Merchants along the Silk Road not only traded in consumer goods but also in ideas, inventions, and identities. Between the fall of Rome and the birth of Genghis Khan, Edward Vajda, a historical linguist at Western Washington University, explains in a lecture, “there wasn’t one international world. There were many separate worlds (…) inventions in China stayed in China. Innovations from Europe stayed in Europe.”
This changed after the Mongol invasion of Europe, when life-altering technologies like printmaking and gunpowder, which had been around for centuries in the East, moved westward. Documents show gunpowder, thought to have been invented in Han dynasty China around 140 AD, appeared in the Middle East as early as 1240, less than 10 years after the fall of Khwarazmia; its first mention in Europe can be found in Roger Bacon’s 1267 text, Opus Majus.

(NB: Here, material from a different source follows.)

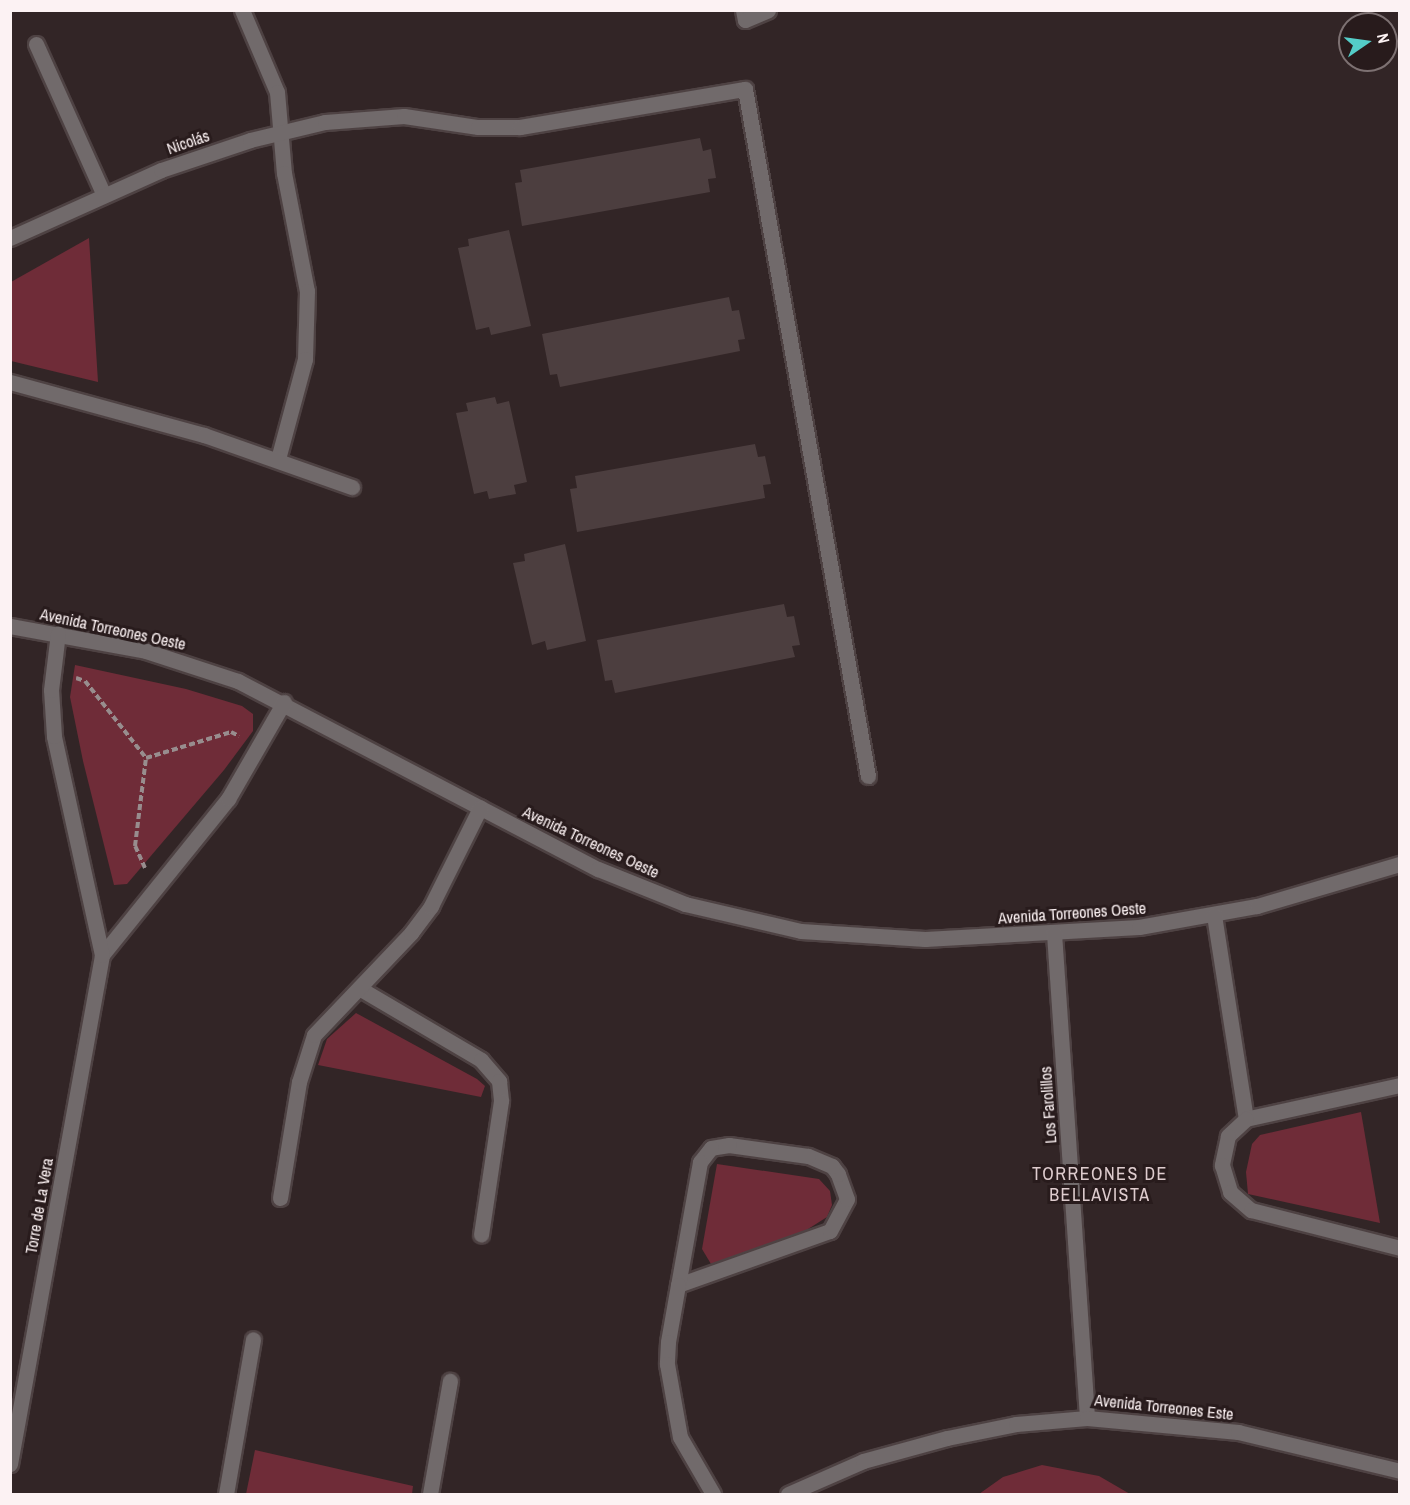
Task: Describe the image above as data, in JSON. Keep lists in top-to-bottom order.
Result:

As a rule, the Mongols killed anyone who didn’t surrender. Conversely, they tended to spare those who did. In a move that distinguishes him from most other imperialists, Genghis Khan promoted religious tolerance, creating an environment in which Christians, Muslims, Buddhists, and Taoists could express their faith without fear of being harmed. Genghis also allowed monks and missionaries to travel the Silk Road, a decision that ultimately enabled the famous voyages of the Venetian merchant Marco Polo.

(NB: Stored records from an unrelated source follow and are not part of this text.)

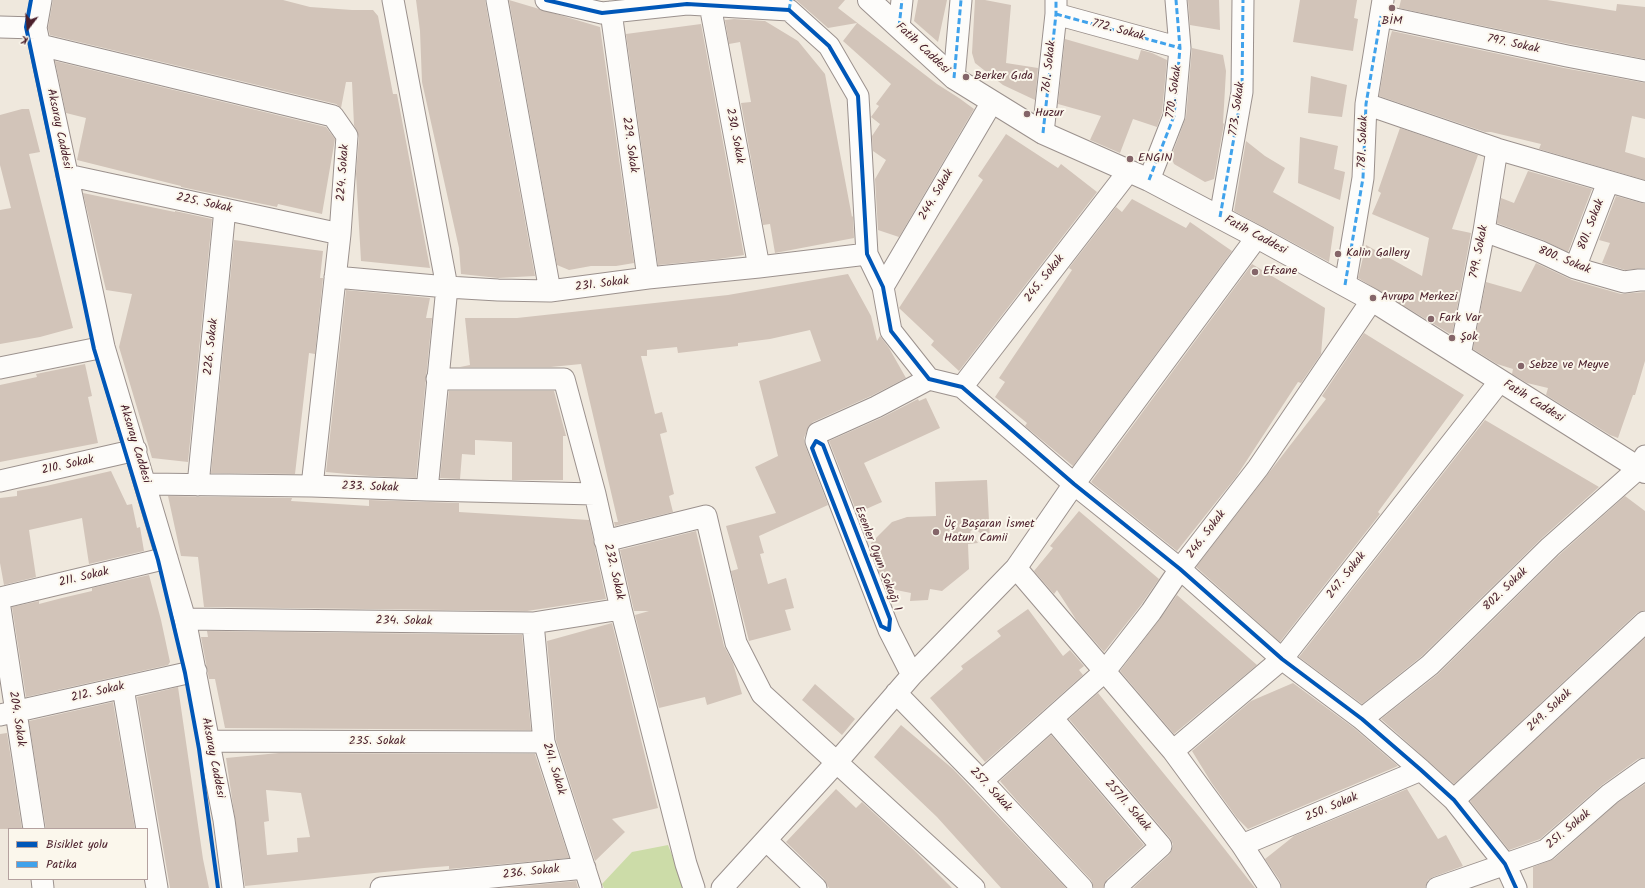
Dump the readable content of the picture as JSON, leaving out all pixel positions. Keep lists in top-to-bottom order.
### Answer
{
  "streets": {
    "main road": ["Fatih Caddesi"],
    "street": [
      "772. Sokak",
      "797. Sokak",
      "761. Sokak",
      "770. Sokak",
      "773. Sokak",
      "Aksaray Caddesi",
      "230. Sokak",
      "781. Sokak",
      "229. Sokak",
      "224. Sokak",
      "244. Sokak",
      "225. Sokak",
      "801. Sokak",
      "799. Sokak",
      "800. Sokak",
      "245. Sokak",
      "231. Sokak",
      "226. Sokak",
      "210. Sokak",
      "233. Sokak",
      "246. Sokak",
      "232. Sokak",
      "247. Sokak",
      "211. Sokak",
      "802. Sokak",
      "234. Sokak",
      "212. Sokak",
      "249. Sokak",
      "204. Sokak",
      "235. Sokak",
      "241. Sokak",
      "257. Sokak",
      "257/1. Sokak",
      "250. Sokak",
      "251. Sokak",
      "236. Sokak"
    ],
    "cycle path": ["Esenler Oyun Sokağı 1"]
  },
  "crossings": [
    ["772. Sokak", "761. Sokak"],
    ["772. Sokak", "770. Sokak"],
    ["797. Sokak", "781. Sokak"],
    ["Fatih Caddesi", "761. Sokak"],
    ["Fatih Caddesi", "770. Sokak"],
    ["Fatih Caddesi", "773. Sokak"],
    ["Fatih Caddesi", "781. Sokak"],
    ["Fatih Caddesi", "244. Sokak"],
    ["Fatih Caddesi", "799. Sokak"],
    ["Fatih Caddesi", "245. Sokak"],
    ["Fatih Caddesi", "246. Sokak"],
    ["Fatih Caddesi", "247. Sokak"],
    ["Fatih Caddesi", "802. Sokak"],
    ["Aksaray Caddesi", "224. Sokak"],
    ["Aksaray Caddesi", "225. Sokak"],
    ["Aksaray Caddesi", "210. Sokak"],
    ["Aksaray Caddesi", "233. Sokak"],
    ["Aksaray Caddesi", "211. Sokak"],
    ["Aksaray Caddesi", "234. Sokak"],
    ["Aksaray Caddesi", "212. Sokak"],
    ["Aksaray Caddesi", "235. Sokak"],
    ["230. Sokak", "231. Sokak"],
    ["229. Sokak", "231. Sokak"],
    ["224. Sokak", "225. Sokak"],
    ["224. Sokak", "231. Sokak"],
    ["224. Sokak", "233. Sokak"],
    ["225. Sokak", "226. Sokak"],
    ["801. Sokak", "800. Sokak"],
    ["799. Sokak", "800. Sokak"],
    ["226. Sokak", "233. Sokak"],
    ["233. Sokak", "232. Sokak"],
    ["246. Sokak", "257. Sokak"],
    ["246. Sokak", "257/1. Sokak"],
    ["232. Sokak", "234. Sokak"],
    ["234. Sokak", "241. Sokak"],
    ["212. Sokak", "204. Sokak"],
    ["235. Sokak", "241. Sokak"],
    ["241. Sokak", "236. Sokak"]
  ],
  "places": [
    "BİM",
    "Berker Gıda",
    "Huzur",
    "ENGIN",
    "Kalin Gallery",
    "Efsane",
    "Avrupa Merkezi",
    "Fark Var",
    "Şok",
    "Sebze ve Meyve",
    "Üç Başaran İsmet Hatun Camii"
  ],
  "legend": ["Bisiklet yolu", "Patika"],
  "north": "bottom"
}
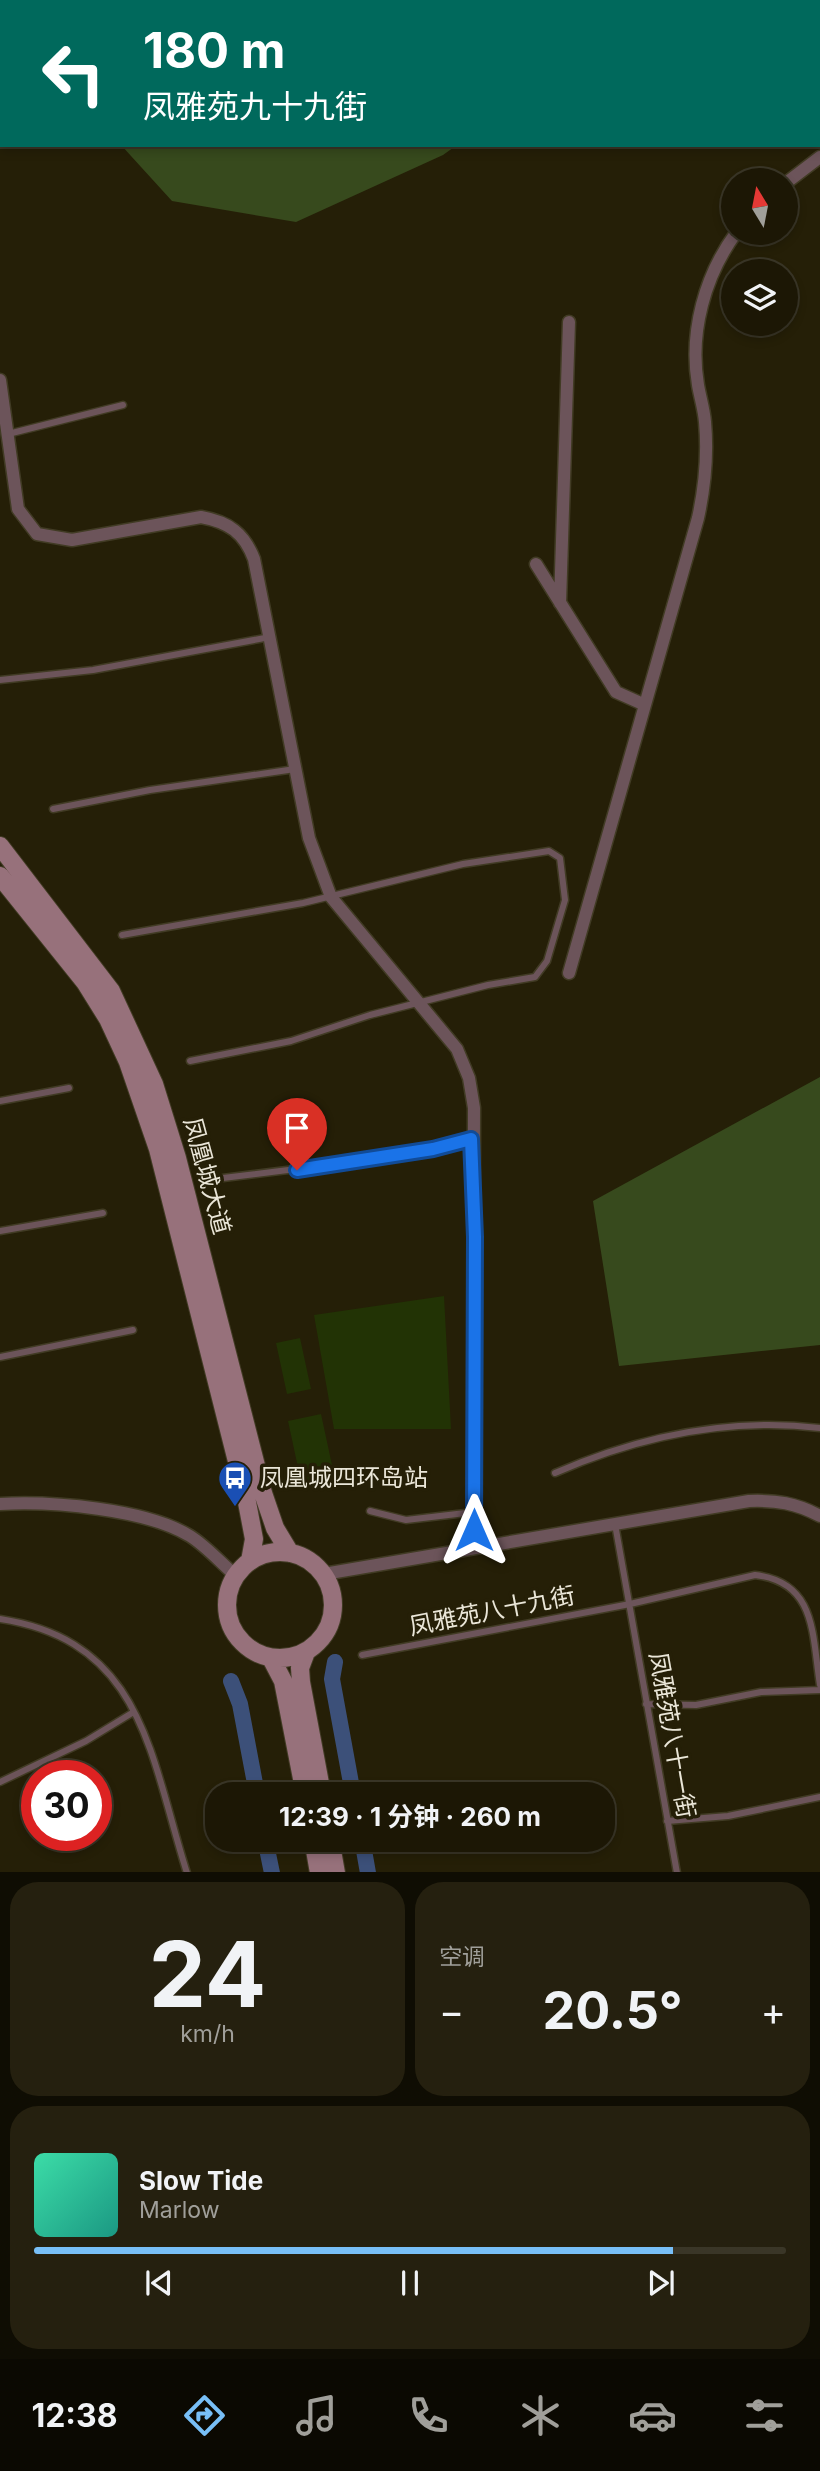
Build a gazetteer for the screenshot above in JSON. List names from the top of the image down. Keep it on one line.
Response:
{"streets":{"main road":["凤凰城大道"],"lane":["凤雅苑八十九街","凤雅苑八十一街"]},"crossings":[["凤雅苑八十九街","凤雅苑八十一街"]],"places":{"bus stop":["凤凰城四环岛站"]},"north":"top","page":{"turn":["180 m","凤雅苑九十九街"],"limit":"30","trip":"12:39 · 1 分钟 · 260 m","tile":[["24","km/h"],"空调"],"heat":["−","20.5°","+"],"song":["Slow Tide","Marlow"],"tabs":"12:38"}}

Freedom of religion did ultimately contribute to the splintering of the Mongol Empire, though; in 1368, China’s Ming dynasty usurped the Mongol-backed Yuan dynasty in part to resist the encroachment of Christianity.
Currently, the biggest legacy of the Mongol invasion of Eastern Europe is the role it played in unifying the principalities of Kievan Rus’ into a single governing body. Prior to the arrival of the Mongols, the territory that comprises modern-day Ukraine, Belarus, and western Russia was tied together by a confederation of loosely affiliated city-states. The most powerful of these city-states was Kyiv until the Mongols captured and destroyed it in 1240.
Under Mongol rule, another principality, the Grand Duchy of Moscow, emerged as the new cultural, religious, and military epicenter of the region. It was Moscow that eventually overthrew the Mongols, using the victory to establish an empire of its own: the Tsardom of Russia.
The downfall of Kyiv and the rise of Moscow, two events in which the Mongols took central stage, occupy a special place in the myth of Russian greatness that Vladimir Putin’s government has used to justify its invasion of Ukraine. Presenting an oversimplified version of the distant past, Putin has referred to Kyiv as “the mother of Russian cities,” of a people destined to ward off international threats, be that the sons of Genghis Khan or the agents of American imperialism.
The Grand Duchy of Moscow was not the only society that grew stronger as a result of the Mongol invasion of Europe. Having survived the initial onslaught on his country, King Béla passed a series of military reforms to prepare Hungary for possible attacks in the future. He ordered the construction of fortifications along the Danube, the river where his soldiers managed to hold the Mongols for an impressive 10 months. He also worked with the Knights Hospitaller, a Catholic military order founded in Jerusalem, to build castles in the kingdom’s most vulnerable and depopulated regions, including Transylvania.
When the Mongol hordes returned in 1285, their horses clashed against the impregnable walls of Béla’s newly built fortresses. Once again the invaders were forced to abandon a war they themselves had started — only this time they left for good.